ACTION ITEM: Write the data out again exactly, dropping any images it holds.

Stored data entries:
────

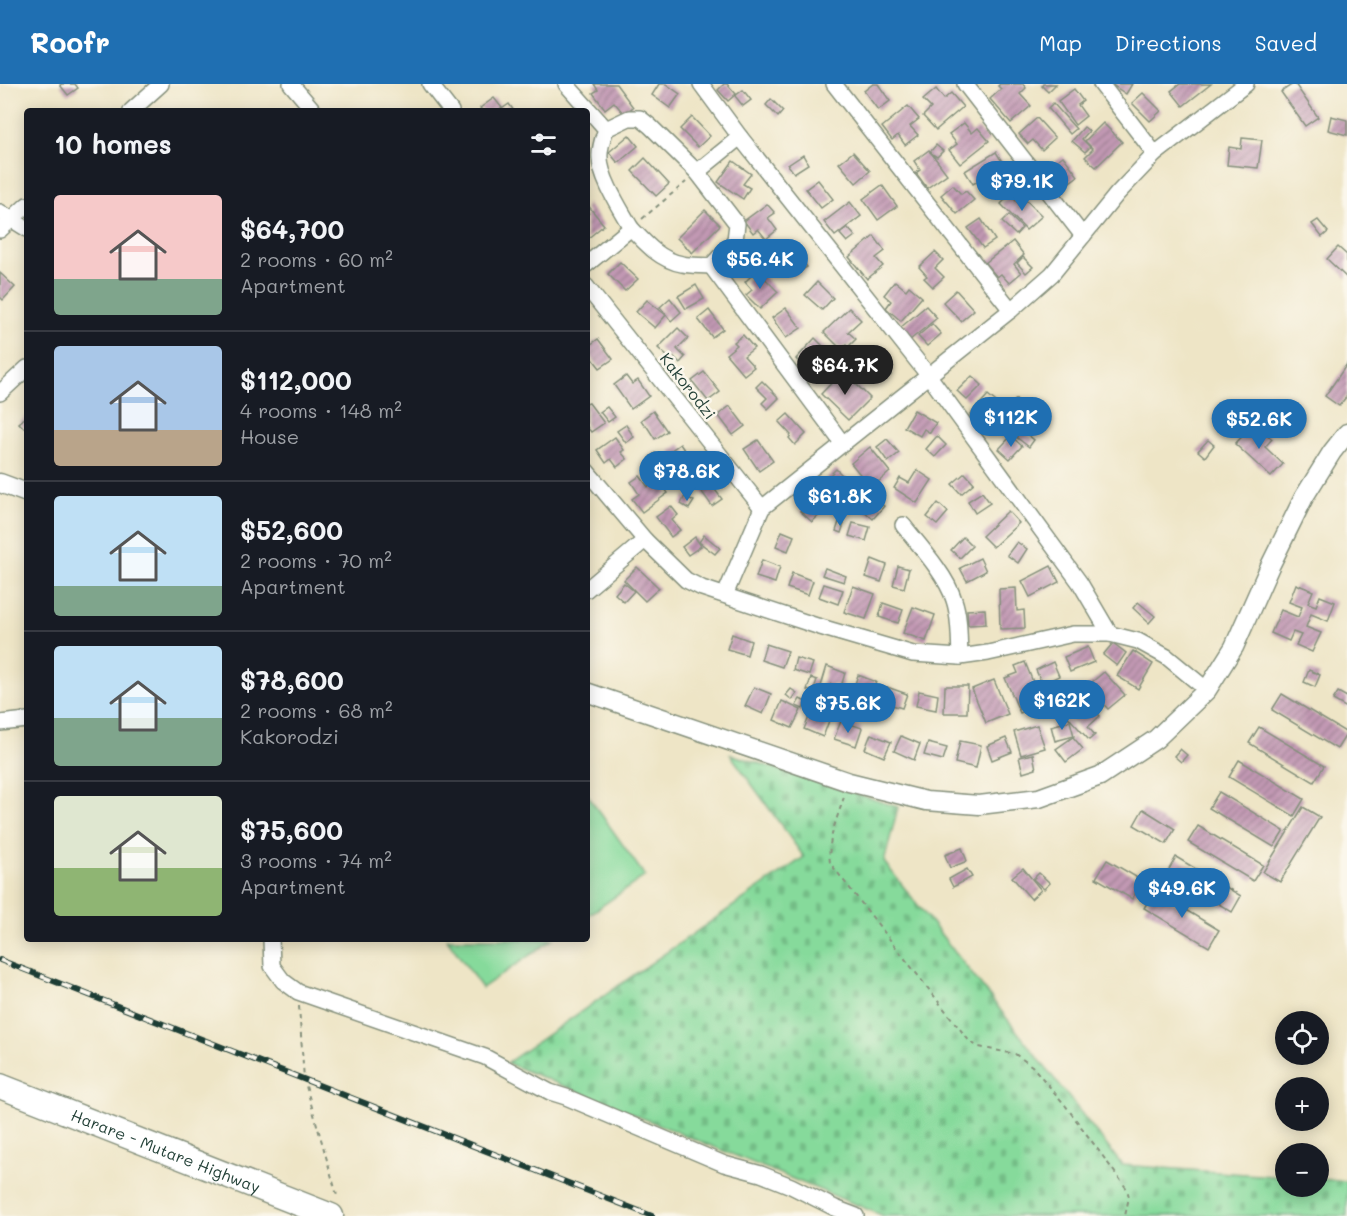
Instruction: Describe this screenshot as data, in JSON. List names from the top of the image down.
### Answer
{
  "streets": {
    "highway": ["Harare - Mutare Highway"],
    "street": ["Kakorodzi"]
  },
  "page": {
    "header": "Roofr",
    "nav": ["Map", "Directions", "Saved"],
    "heading": "10 homes",
    "price": [
      "$79.1K",
      "$56.4K",
      "$64.7K",
      "$112K",
      "$52.6K",
      "$78.6K",
      "$61.8K",
      "$162K",
      "$75.6K",
      "$49.6K"
    ],
    "list": [
      {
        "name": "$64,700",
        "note": "2 rooms · 60 m² · Apartment"
      },
      {
        "name": "$112,000",
        "note": "4 rooms · 148 m² · House"
      },
      {
        "name": "$52,600",
        "note": "2 rooms · 70 m² · Apartment"
      },
      {
        "name": "$78,600",
        "note": "2 rooms · 68 m² · Kakorodzi"
      },
      {
        "name": "$75,600",
        "note": "3 rooms · 74 m² · Apartment"
      }
    ],
    "map_buttons": ["+", "−"]
  }
}
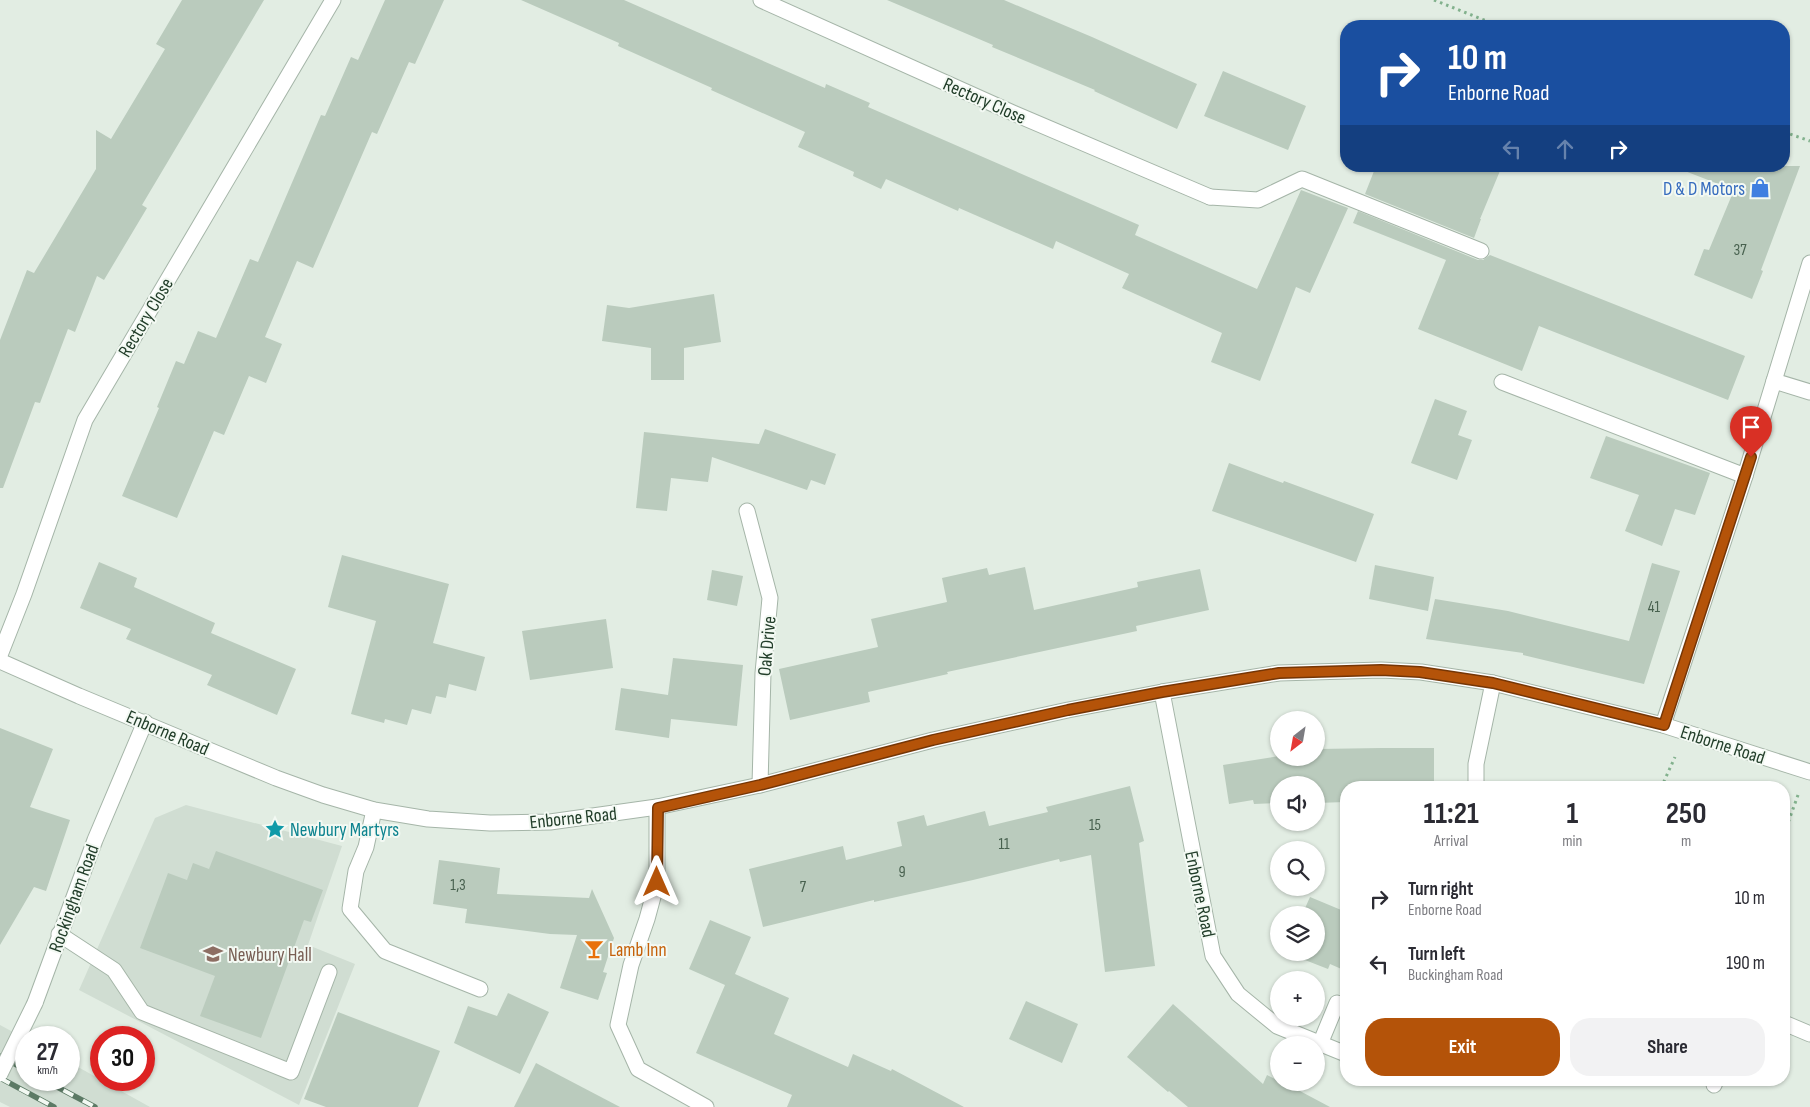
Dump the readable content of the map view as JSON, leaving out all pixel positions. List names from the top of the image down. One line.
{"streets":{"street":["Rectory Close","Oak Drive","Enborne Road","Rockingham Road"]},"crossings":[["Oak Drive","Enborne Road"],["Enborne Road","Rockingham Road"]],"places":{"shop":["D & D Motors"],"place":["Newbury Martyrs"],"bar":["Lamb Inn"],"school or university":["Newbury Hall"]},"house_numbers":["37","41","15","11","9","1,3","7"],"north":"bottom left","page":{"turn":["10 m","Enborne Road"],"map_buttons":["+","−"],"eta":["11:21","Arrival","1","min","250","m"],"list":[{"name":"Turn right","note":"Enborne Road","value":"10 m"},{"name":"Turn left","note":"Buckingham Road","value":"190 m"}],"buttons":["Exit","Share"],"speed":"27 km/h","limit":"30"}}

────

SOLUTION FOR THIS PROBLEM:
Instruction: Describe this screenshot as data, in JSON. List names from the top of the image down.
### Answer
{
  "streets": {
    "highway": ["Harare - Mutare Highway"],
    "street": ["Kakorodzi"]
  },
  "page": {
    "header": "Roofr",
    "nav": ["Map", "Directions", "Saved"],
    "heading": "10 homes",
    "price": [
      "$79.1K",
      "$56.4K",
      "$64.7K",
      "$112K",
      "$52.6K",
      "$78.6K",
      "$61.8K",
      "$162K",
      "$75.6K",
      "$49.6K"
    ],
    "list": [
      {
        "name": "$64,700",
        "note": "2 rooms · 60 m² · Apartment"
      },
      {
        "name": "$112,000",
        "note": "4 rooms · 148 m² · House"
      },
      {
        "name": "$52,600",
        "note": "2 rooms · 70 m² · Apartment"
      },
      {
        "name": "$78,600",
        "note": "2 rooms · 68 m² · Kakorodzi"
      },
      {
        "name": "$75,600",
        "note": "3 rooms · 74 m² · Apartment"
      }
    ],
    "map_buttons": ["+", "−"]
  }
}
Dump the readable content of the map view as JSON, leaving out all pixel positions. List names from the top of the image down. One line.
{"streets":{"street":["Rectory Close","Oak Drive","Enborne Road","Rockingham Road"]},"crossings":[["Oak Drive","Enborne Road"],["Enborne Road","Rockingham Road"]],"places":{"shop":["D & D Motors"],"place":["Newbury Martyrs"],"bar":["Lamb Inn"],"school or university":["Newbury Hall"]},"house_numbers":["37","41","15","11","9","1,3","7"],"north":"bottom left","page":{"turn":["10 m","Enborne Road"],"map_buttons":["+","−"],"eta":["11:21","Arrival","1","min","250","m"],"list":[{"name":"Turn right","note":"Enborne Road","value":"10 m"},{"name":"Turn left","note":"Buckingham Road","value":"190 m"}],"buttons":["Exit","Share"],"speed":"27 km/h","limit":"30"}}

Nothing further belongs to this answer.